The Ornen (Eagle) was deployed to Mali under the UN’s MINUSMA operation in the intelligence-gathering role, the Swedish military said earlier this week, adding that its smaller cousins Svalan (Swallow) and Korpen (Raven) have been flying in Mali for around a month.
The Svalan weighs half a kilogramme and has a flight time of 45 minutes while the two hour endurance Korpen weights six kilogrammes, allowing them to be hand-launched. Both of these are manufactured by AeroVironment in the United States.
The Ornen began flying at Camp Nobel’s airfield in Mali on 1 May with operational flying from 8 May. “It’s really good that we have now got the one jigsaw piece that we were lacking in our intelligence collection capability. So now we’re operating in Malian airspace and this means that we can be much more active in our information gathering,” said Lieutenant Colonel Carl-Magnus R Svensson, who is in charge of Sweden’s Mali 01 detachment.
The Ornen (AAI Shadow 200B) weights 170 kg, has an endurance of seven hours and can transmit imagery over a distance of 125 kilometres. It has a service ceiling of around 3-5 000 metres and uses an infrared camera to send back imagery to a ground station. It has been used in Afghanistan since 2011.
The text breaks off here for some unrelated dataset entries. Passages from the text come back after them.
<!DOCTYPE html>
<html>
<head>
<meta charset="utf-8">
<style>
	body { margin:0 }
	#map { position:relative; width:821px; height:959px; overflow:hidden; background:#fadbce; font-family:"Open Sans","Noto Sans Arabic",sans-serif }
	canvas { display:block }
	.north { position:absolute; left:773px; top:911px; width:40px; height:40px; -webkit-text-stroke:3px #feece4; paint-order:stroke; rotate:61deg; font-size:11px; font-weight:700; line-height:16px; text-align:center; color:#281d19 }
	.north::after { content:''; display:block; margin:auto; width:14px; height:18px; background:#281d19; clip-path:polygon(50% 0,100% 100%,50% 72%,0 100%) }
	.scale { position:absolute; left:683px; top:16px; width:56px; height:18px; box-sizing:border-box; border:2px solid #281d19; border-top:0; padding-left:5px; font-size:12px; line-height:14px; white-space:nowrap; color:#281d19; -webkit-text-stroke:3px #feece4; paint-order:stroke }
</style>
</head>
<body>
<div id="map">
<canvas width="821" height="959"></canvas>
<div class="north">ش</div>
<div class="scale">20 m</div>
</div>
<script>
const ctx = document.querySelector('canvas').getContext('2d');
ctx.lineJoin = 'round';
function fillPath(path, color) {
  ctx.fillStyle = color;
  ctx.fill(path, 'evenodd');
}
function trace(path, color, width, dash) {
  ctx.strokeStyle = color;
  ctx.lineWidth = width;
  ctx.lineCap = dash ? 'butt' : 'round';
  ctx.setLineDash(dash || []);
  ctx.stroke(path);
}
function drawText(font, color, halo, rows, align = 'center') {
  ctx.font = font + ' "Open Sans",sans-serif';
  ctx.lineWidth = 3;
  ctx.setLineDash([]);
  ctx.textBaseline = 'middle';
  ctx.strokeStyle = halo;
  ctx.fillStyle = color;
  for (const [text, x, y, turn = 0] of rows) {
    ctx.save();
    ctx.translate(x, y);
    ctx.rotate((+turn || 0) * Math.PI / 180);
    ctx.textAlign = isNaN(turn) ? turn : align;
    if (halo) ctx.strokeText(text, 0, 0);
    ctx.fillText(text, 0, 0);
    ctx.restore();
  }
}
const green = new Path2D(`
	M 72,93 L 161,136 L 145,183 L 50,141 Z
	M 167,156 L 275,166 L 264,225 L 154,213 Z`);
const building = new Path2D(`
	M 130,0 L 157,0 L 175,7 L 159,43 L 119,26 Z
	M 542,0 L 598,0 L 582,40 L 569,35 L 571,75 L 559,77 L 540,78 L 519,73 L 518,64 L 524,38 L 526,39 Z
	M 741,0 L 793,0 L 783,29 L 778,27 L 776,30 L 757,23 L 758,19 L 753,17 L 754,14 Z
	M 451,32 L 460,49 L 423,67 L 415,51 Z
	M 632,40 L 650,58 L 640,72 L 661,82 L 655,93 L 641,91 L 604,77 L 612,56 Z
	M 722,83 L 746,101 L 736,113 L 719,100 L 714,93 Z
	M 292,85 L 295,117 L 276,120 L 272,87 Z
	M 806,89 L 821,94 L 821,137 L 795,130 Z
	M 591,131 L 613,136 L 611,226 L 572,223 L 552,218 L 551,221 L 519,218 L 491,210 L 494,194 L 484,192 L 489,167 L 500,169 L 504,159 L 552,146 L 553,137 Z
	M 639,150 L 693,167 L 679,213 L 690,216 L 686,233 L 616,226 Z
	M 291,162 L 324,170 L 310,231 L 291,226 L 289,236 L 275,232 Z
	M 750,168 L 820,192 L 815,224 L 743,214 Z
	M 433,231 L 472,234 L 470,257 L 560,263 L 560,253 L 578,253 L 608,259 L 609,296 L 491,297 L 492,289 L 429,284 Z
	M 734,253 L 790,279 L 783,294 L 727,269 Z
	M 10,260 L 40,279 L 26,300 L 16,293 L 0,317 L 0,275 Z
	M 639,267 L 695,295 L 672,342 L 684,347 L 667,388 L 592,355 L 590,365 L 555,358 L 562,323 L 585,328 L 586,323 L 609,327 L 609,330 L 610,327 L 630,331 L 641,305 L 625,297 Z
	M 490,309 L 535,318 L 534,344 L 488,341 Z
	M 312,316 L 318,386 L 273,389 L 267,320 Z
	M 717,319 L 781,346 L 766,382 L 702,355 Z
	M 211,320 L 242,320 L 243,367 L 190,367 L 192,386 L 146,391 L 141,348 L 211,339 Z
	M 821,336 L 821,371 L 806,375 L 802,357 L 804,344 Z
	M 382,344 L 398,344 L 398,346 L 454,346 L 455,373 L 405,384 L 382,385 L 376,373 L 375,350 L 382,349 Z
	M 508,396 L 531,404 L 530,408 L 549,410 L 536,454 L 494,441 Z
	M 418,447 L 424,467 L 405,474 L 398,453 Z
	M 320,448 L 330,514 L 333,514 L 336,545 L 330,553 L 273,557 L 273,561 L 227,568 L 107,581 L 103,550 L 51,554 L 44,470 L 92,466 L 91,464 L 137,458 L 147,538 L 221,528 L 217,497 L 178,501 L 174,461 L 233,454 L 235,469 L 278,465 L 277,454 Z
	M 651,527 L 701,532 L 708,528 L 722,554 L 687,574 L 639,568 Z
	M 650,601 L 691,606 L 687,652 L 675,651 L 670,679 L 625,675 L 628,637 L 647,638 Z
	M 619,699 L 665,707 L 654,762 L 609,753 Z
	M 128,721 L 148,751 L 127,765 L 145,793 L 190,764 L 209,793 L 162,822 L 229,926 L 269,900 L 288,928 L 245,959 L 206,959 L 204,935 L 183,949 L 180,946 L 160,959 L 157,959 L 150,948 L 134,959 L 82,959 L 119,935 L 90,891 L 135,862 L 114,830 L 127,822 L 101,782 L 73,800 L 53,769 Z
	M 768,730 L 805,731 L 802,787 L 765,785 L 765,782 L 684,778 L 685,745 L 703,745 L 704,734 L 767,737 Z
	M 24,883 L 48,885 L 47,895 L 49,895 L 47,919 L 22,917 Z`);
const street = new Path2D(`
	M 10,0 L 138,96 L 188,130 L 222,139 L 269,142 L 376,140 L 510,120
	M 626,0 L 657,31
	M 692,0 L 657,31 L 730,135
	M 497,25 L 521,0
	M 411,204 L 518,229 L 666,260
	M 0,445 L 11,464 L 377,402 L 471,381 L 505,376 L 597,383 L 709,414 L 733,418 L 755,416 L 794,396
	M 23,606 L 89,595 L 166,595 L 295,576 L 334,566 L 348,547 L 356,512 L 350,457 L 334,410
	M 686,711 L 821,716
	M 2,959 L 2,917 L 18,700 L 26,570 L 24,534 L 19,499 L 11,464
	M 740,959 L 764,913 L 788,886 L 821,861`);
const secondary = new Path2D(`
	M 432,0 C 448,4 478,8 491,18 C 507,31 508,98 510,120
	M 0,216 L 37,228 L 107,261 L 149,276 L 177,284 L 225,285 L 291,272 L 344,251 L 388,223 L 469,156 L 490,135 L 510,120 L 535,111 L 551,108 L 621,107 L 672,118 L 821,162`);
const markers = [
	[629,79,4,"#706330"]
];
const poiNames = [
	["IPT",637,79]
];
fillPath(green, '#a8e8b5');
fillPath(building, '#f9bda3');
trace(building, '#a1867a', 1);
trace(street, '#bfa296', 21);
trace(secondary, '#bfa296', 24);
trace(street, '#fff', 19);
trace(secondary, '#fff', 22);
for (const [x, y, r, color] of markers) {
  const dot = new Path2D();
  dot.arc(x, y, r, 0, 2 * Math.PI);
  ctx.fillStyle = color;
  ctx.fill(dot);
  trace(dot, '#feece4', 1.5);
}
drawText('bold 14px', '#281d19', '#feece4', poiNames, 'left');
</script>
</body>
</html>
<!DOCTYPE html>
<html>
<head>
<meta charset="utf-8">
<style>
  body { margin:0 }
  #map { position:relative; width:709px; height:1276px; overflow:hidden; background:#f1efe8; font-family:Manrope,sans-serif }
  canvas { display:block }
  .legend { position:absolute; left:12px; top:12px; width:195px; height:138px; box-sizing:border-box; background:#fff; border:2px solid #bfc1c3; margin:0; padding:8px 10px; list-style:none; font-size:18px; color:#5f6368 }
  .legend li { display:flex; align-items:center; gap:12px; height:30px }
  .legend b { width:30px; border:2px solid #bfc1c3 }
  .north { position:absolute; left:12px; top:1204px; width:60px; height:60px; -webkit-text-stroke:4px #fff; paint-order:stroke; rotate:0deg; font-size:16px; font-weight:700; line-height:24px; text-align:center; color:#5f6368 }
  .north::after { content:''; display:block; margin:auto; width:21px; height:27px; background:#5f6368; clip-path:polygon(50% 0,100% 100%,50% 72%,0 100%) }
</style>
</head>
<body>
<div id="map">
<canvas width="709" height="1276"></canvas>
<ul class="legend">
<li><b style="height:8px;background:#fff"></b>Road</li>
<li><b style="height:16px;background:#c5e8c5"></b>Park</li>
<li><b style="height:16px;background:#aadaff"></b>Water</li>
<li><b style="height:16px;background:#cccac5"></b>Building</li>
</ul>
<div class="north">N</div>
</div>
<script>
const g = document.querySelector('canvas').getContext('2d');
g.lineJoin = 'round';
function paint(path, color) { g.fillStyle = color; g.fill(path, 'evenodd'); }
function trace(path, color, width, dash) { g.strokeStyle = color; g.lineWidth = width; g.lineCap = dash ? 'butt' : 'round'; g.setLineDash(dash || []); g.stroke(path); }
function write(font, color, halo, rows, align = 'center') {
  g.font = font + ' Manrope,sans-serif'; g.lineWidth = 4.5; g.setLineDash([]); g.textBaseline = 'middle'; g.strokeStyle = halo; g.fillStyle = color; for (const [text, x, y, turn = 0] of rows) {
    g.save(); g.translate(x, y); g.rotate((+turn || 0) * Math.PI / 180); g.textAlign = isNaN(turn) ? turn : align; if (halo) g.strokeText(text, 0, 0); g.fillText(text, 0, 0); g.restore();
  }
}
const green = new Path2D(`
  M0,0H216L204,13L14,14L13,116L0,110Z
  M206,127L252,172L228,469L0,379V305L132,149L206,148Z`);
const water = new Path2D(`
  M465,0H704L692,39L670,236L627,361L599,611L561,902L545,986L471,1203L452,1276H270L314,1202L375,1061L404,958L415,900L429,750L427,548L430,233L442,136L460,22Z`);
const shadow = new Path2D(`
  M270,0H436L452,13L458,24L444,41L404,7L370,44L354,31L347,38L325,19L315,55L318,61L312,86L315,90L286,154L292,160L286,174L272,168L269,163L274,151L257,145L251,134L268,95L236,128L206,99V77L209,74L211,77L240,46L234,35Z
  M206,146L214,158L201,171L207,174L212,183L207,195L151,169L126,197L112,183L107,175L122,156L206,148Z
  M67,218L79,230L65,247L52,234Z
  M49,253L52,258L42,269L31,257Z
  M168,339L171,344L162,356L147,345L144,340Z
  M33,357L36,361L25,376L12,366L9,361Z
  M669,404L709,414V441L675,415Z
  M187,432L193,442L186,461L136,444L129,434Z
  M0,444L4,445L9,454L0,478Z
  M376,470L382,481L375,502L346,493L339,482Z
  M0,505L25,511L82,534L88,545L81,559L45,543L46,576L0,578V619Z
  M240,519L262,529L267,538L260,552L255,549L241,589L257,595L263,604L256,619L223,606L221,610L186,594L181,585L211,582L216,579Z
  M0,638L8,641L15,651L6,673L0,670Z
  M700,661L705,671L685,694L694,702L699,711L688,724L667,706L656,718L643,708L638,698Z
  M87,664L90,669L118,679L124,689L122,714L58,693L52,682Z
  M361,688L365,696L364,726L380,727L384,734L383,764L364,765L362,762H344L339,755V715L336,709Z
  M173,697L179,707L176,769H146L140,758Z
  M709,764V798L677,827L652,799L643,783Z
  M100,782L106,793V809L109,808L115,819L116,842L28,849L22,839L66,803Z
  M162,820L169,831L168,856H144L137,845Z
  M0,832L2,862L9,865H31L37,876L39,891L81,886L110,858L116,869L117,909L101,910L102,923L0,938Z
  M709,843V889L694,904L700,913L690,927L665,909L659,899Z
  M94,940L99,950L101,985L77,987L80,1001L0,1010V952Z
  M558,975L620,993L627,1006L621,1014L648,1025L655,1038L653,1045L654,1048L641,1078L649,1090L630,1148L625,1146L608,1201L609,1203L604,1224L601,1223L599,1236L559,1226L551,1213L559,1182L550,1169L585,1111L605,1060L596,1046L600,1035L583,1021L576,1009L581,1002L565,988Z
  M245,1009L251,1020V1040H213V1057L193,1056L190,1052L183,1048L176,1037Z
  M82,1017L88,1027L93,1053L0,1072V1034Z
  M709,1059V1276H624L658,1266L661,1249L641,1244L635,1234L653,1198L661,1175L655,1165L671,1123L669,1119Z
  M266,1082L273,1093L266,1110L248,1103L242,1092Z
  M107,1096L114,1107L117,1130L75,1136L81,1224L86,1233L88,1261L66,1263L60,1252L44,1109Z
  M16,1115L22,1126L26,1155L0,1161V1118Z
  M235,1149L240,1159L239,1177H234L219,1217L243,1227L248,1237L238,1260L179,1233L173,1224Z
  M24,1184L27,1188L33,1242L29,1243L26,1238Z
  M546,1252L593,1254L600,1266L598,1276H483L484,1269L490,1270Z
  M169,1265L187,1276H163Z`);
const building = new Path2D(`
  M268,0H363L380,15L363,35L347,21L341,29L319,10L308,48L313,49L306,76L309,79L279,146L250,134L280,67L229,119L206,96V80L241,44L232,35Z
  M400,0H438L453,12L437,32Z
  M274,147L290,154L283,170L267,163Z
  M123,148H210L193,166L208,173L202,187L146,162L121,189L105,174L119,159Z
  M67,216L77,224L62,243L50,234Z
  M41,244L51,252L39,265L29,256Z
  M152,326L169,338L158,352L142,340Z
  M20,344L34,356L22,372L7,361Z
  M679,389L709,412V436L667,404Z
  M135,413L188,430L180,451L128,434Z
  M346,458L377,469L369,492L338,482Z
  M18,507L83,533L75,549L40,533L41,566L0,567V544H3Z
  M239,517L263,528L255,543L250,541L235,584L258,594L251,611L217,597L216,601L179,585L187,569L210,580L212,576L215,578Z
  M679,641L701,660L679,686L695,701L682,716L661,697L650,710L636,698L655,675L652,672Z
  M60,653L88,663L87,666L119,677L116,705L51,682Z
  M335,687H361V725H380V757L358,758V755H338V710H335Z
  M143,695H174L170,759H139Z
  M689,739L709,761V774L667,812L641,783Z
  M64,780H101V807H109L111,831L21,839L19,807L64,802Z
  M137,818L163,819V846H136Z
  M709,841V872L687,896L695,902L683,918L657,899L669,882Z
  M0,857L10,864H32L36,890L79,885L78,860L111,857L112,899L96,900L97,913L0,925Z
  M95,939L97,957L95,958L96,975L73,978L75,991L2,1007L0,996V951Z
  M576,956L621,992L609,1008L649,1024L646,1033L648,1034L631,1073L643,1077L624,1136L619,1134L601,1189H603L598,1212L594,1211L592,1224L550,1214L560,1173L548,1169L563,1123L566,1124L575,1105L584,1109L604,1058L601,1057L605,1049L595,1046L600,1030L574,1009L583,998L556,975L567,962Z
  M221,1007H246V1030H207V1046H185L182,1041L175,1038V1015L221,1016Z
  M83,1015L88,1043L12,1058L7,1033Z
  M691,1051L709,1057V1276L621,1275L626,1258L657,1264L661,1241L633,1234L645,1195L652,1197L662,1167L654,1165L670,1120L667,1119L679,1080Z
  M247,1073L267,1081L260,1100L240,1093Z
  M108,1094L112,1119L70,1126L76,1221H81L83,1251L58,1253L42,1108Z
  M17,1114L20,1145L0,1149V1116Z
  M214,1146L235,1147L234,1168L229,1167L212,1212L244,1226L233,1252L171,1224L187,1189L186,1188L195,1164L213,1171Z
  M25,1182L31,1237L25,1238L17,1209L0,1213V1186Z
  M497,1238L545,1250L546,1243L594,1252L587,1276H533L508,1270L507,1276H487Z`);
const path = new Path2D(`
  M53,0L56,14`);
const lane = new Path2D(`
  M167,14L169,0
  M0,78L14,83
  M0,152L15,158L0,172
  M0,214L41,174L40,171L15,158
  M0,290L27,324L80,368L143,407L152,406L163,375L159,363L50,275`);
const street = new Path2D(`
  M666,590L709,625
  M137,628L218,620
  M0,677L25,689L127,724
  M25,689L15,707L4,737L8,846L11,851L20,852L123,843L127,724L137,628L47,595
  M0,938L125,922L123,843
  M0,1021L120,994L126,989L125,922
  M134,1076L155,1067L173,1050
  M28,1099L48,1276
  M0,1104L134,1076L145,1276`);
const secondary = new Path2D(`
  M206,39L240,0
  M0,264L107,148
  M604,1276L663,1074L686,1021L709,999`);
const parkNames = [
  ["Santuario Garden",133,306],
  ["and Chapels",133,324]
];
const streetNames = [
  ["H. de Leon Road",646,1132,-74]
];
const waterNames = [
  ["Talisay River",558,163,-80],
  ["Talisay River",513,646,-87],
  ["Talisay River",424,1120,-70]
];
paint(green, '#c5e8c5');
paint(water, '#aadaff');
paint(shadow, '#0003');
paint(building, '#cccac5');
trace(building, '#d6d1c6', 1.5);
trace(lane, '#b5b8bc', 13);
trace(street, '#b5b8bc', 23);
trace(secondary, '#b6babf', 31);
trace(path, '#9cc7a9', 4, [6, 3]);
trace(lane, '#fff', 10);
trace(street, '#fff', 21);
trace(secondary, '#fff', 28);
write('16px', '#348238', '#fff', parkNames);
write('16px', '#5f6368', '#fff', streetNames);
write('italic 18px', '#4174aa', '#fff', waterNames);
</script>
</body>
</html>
Sweden has deployed around 250 personnel to Timbuktu in Mali, including technicians, imagery analysts, sensor operators, operation supervisors and pilots for the UAV unit. The majority arrived earlier this year and set up camp at a specially constructed base near Timbuktu.
Sweden and the Netherlands are in charge of providing intelligence for MINUSMA, with the Dutch primarily using AH-64 Apache helicopters. Sweden has also contributed to the European Union Training Mission in Mali (EUTM Mali).